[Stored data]
__________________________________________________

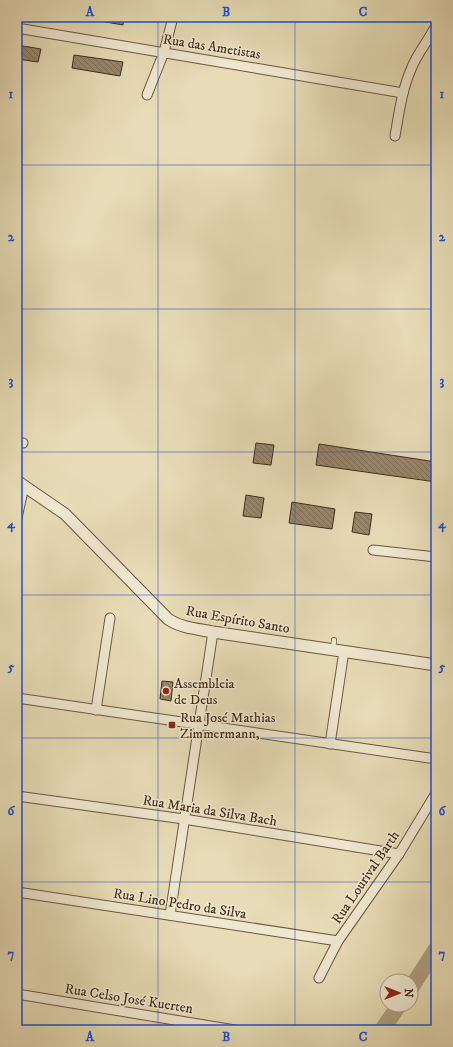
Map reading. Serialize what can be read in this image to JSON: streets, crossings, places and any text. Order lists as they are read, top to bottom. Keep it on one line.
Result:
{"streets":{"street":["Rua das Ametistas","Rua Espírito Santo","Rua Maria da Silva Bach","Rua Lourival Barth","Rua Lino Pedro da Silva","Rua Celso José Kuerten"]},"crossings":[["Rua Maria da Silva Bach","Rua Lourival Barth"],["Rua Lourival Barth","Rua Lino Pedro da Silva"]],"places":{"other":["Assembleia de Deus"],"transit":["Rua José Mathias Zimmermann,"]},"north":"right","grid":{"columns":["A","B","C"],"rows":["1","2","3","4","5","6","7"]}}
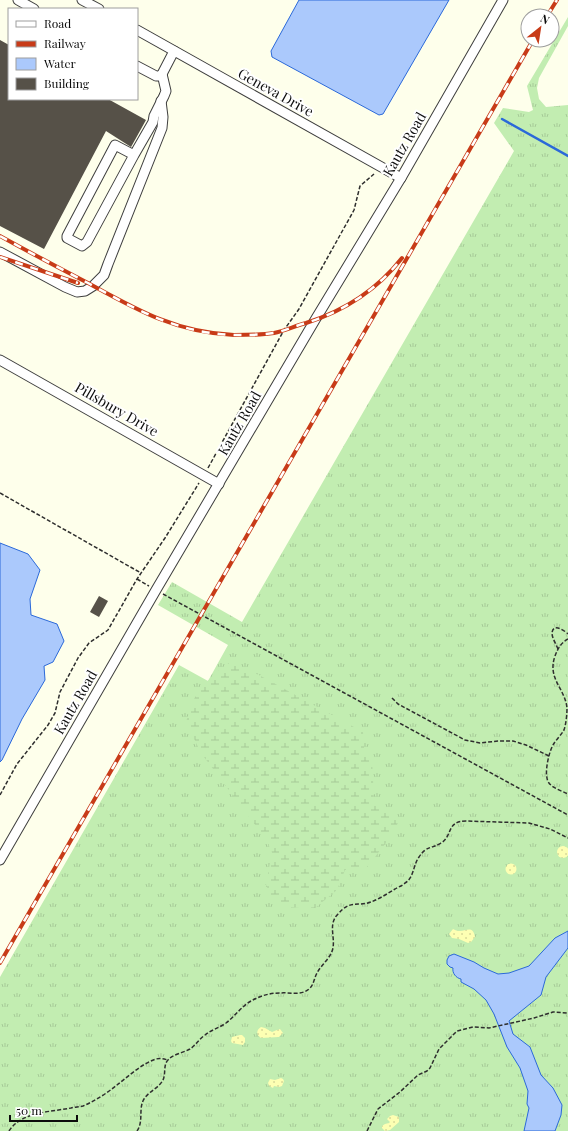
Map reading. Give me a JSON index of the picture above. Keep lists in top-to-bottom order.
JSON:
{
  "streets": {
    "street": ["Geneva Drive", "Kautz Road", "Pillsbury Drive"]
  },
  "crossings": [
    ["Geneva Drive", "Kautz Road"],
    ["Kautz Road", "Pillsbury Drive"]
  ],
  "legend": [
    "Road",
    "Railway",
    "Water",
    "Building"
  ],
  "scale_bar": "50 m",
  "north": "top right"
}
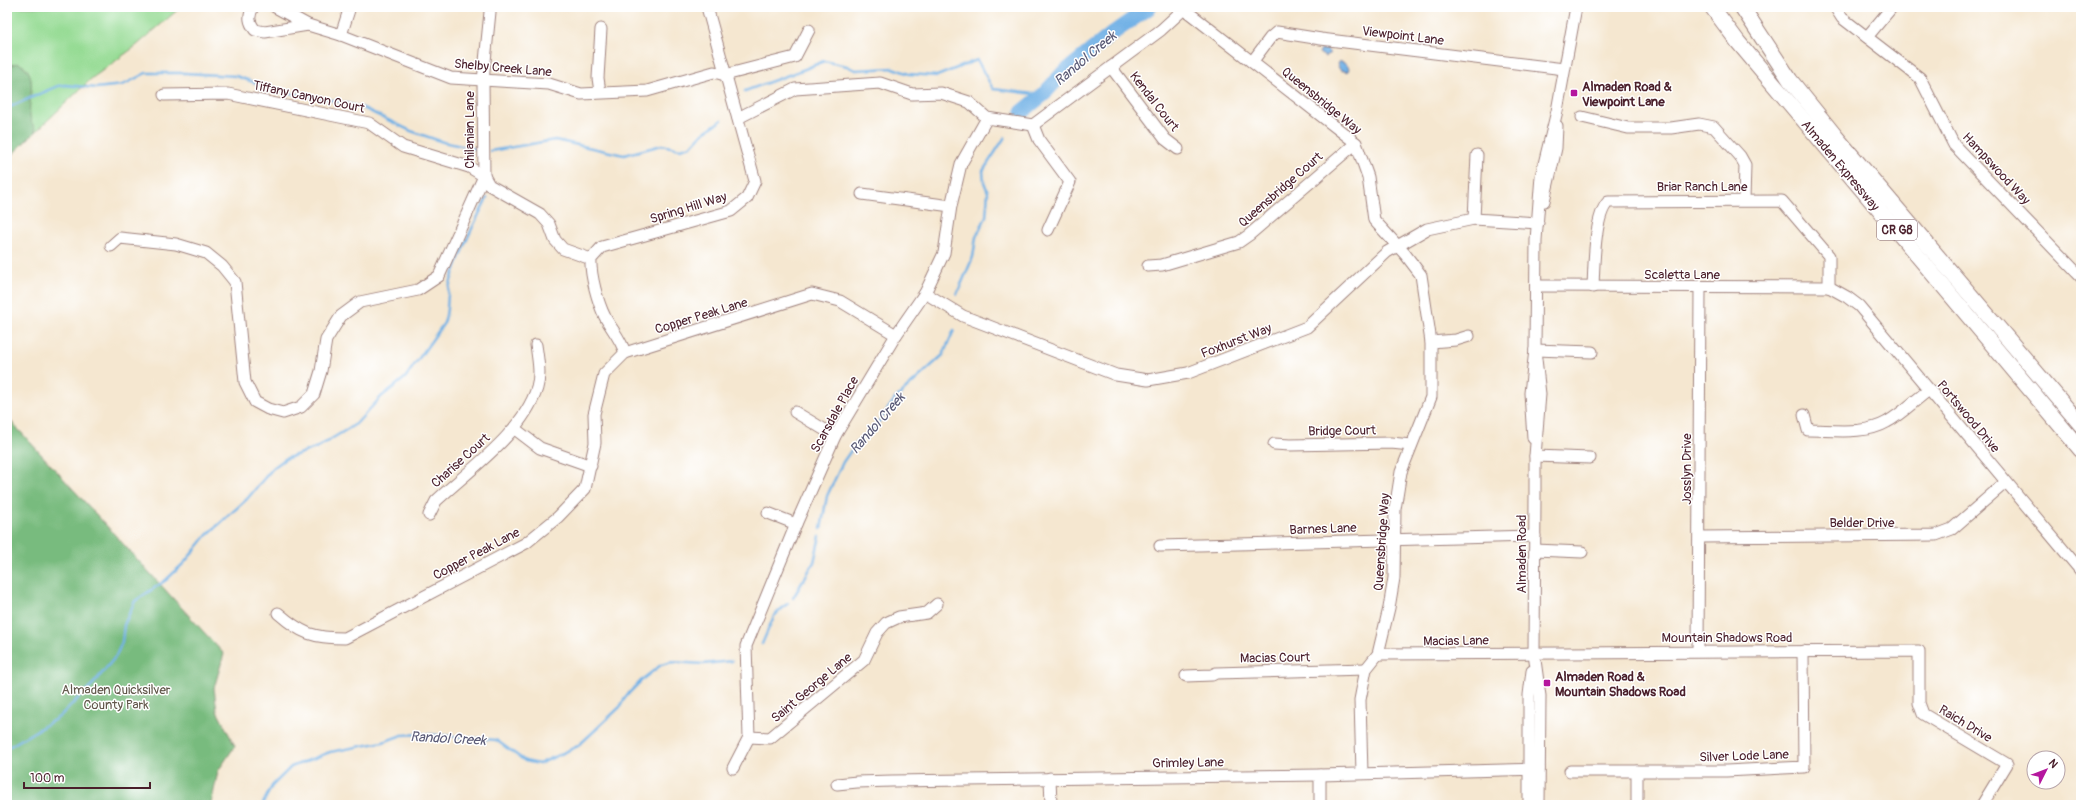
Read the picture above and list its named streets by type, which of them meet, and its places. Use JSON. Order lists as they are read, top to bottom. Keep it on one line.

__________________________________________________

▶ _Task item_
Each entry above is to be written out again unchanged, apart from the pictures, which are left out.

▶ _Task solution_
Map reading. Serialize what can be read in this image to JSON: streets, crossings, places and any text. Order lists as they are read, top to bottom. Keep it on one line.
Result:
{"streets":{"street":["Rua das Ametistas","Rua Espírito Santo","Rua Maria da Silva Bach","Rua Lourival Barth","Rua Lino Pedro da Silva","Rua Celso José Kuerten"]},"crossings":[["Rua Maria da Silva Bach","Rua Lourival Barth"],["Rua Lourival Barth","Rua Lino Pedro da Silva"]],"places":{"other":["Assembleia de Deus"],"transit":["Rua José Mathias Zimmermann,"]},"north":"right","grid":{"columns":["A","B","C"],"rows":["1","2","3","4","5","6","7"]}}
Map reading. Give me a JSON index of the picture above. Keep lists in top-to-bottom order.
JSON:
{
  "streets": {
    "street": ["Geneva Drive", "Kautz Road", "Pillsbury Drive"]
  },
  "crossings": [
    ["Geneva Drive", "Kautz Road"],
    ["Kautz Road", "Pillsbury Drive"]
  ],
  "legend": [
    "Road",
    "Railway",
    "Water",
    "Building"
  ],
  "scale_bar": "50 m",
  "north": "top right"
}
Read the picture above and list its named streets by type, which of them meet, and its places. Use JSON. Order lists as they are read, top to bottom. Keep it on one line.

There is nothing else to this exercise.